▶ [GIVEN INFORMATION]:
++++++++

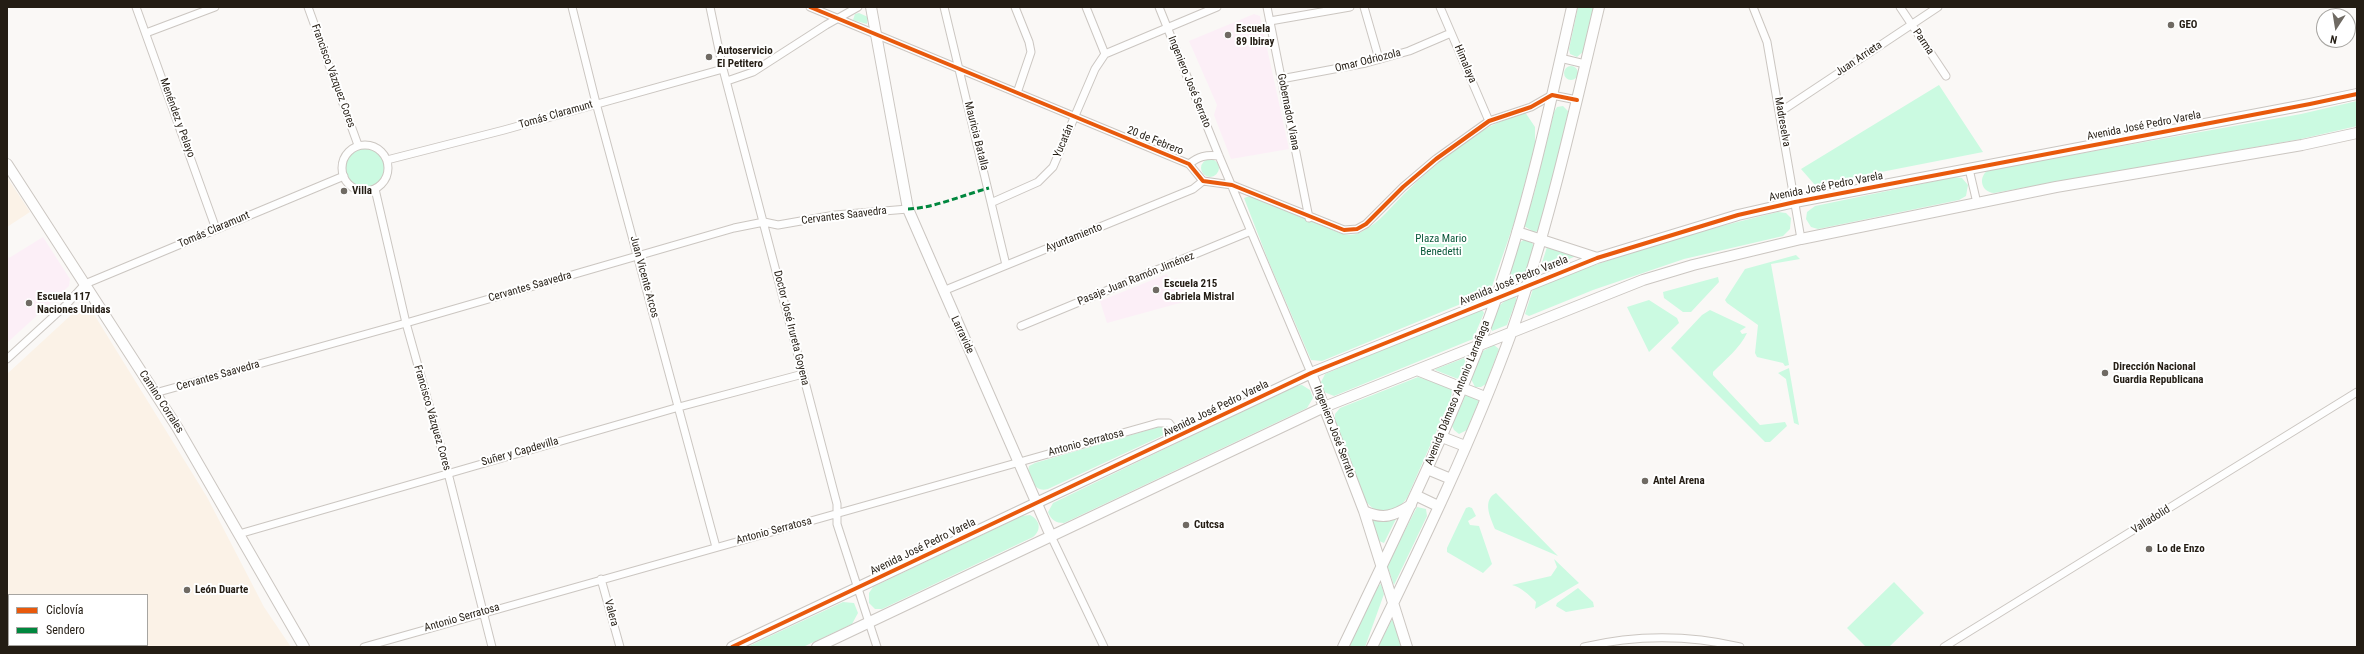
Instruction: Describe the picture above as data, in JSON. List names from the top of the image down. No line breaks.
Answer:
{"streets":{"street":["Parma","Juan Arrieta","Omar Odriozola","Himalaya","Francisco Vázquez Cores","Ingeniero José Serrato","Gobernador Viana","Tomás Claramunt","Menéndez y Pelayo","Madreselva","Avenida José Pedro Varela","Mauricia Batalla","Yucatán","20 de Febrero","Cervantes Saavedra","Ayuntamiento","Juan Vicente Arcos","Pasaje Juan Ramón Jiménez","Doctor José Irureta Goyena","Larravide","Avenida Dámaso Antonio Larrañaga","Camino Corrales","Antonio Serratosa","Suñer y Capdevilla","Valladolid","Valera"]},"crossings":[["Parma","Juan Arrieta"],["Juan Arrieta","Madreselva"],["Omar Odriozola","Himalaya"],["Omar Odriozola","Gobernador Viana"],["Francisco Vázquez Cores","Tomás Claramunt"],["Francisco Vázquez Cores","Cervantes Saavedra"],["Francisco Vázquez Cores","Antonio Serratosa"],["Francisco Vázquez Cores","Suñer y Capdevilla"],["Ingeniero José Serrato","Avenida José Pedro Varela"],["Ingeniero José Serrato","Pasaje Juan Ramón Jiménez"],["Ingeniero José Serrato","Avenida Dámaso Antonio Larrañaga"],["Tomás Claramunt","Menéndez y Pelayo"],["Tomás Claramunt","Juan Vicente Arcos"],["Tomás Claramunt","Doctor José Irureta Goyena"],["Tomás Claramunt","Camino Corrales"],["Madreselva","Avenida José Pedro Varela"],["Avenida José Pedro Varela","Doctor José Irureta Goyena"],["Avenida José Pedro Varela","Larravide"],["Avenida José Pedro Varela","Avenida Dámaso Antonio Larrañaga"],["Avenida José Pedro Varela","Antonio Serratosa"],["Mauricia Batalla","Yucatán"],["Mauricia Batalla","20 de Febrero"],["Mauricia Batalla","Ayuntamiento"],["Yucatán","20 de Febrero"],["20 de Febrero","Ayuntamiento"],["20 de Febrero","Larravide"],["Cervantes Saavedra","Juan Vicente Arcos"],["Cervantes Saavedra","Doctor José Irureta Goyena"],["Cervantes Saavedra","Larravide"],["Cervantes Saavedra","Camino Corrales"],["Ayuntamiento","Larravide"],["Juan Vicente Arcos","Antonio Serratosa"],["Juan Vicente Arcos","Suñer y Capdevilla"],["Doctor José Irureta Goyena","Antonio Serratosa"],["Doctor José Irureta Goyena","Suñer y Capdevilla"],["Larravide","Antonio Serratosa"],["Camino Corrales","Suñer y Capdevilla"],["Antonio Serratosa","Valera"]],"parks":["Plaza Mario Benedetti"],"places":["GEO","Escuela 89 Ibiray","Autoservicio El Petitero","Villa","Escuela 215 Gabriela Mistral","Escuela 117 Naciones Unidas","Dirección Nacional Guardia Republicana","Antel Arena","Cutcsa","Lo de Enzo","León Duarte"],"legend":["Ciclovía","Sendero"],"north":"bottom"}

++++++++

▶ [ACTION ITEM]:
Extract all the data above exactly, excluding every picture.

▶ [WRITTEN SOLUTION]:
Instruction: Describe the picture above as data, in JSON. List names from the top of the image down. No line breaks.
Answer:
{"streets":{"street":["Parma","Juan Arrieta","Omar Odriozola","Himalaya","Francisco Vázquez Cores","Ingeniero José Serrato","Gobernador Viana","Tomás Claramunt","Menéndez y Pelayo","Madreselva","Avenida José Pedro Varela","Mauricia Batalla","Yucatán","20 de Febrero","Cervantes Saavedra","Ayuntamiento","Juan Vicente Arcos","Pasaje Juan Ramón Jiménez","Doctor José Irureta Goyena","Larravide","Avenida Dámaso Antonio Larrañaga","Camino Corrales","Antonio Serratosa","Suñer y Capdevilla","Valladolid","Valera"]},"crossings":[["Parma","Juan Arrieta"],["Juan Arrieta","Madreselva"],["Omar Odriozola","Himalaya"],["Omar Odriozola","Gobernador Viana"],["Francisco Vázquez Cores","Tomás Claramunt"],["Francisco Vázquez Cores","Cervantes Saavedra"],["Francisco Vázquez Cores","Antonio Serratosa"],["Francisco Vázquez Cores","Suñer y Capdevilla"],["Ingeniero José Serrato","Avenida José Pedro Varela"],["Ingeniero José Serrato","Pasaje Juan Ramón Jiménez"],["Ingeniero José Serrato","Avenida Dámaso Antonio Larrañaga"],["Tomás Claramunt","Menéndez y Pelayo"],["Tomás Claramunt","Juan Vicente Arcos"],["Tomás Claramunt","Doctor José Irureta Goyena"],["Tomás Claramunt","Camino Corrales"],["Madreselva","Avenida José Pedro Varela"],["Avenida José Pedro Varela","Doctor José Irureta Goyena"],["Avenida José Pedro Varela","Larravide"],["Avenida José Pedro Varela","Avenida Dámaso Antonio Larrañaga"],["Avenida José Pedro Varela","Antonio Serratosa"],["Mauricia Batalla","Yucatán"],["Mauricia Batalla","20 de Febrero"],["Mauricia Batalla","Ayuntamiento"],["Yucatán","20 de Febrero"],["20 de Febrero","Ayuntamiento"],["20 de Febrero","Larravide"],["Cervantes Saavedra","Juan Vicente Arcos"],["Cervantes Saavedra","Doctor José Irureta Goyena"],["Cervantes Saavedra","Larravide"],["Cervantes Saavedra","Camino Corrales"],["Ayuntamiento","Larravide"],["Juan Vicente Arcos","Antonio Serratosa"],["Juan Vicente Arcos","Suñer y Capdevilla"],["Doctor José Irureta Goyena","Antonio Serratosa"],["Doctor José Irureta Goyena","Suñer y Capdevilla"],["Larravide","Antonio Serratosa"],["Camino Corrales","Suñer y Capdevilla"],["Antonio Serratosa","Valera"]],"parks":["Plaza Mario Benedetti"],"places":["GEO","Escuela 89 Ibiray","Autoservicio El Petitero","Villa","Escuela 215 Gabriela Mistral","Escuela 117 Naciones Unidas","Dirección Nacional Guardia Republicana","Antel Arena","Cutcsa","Lo de Enzo","León Duarte"],"legend":["Ciclovía","Sendero"],"north":"bottom"}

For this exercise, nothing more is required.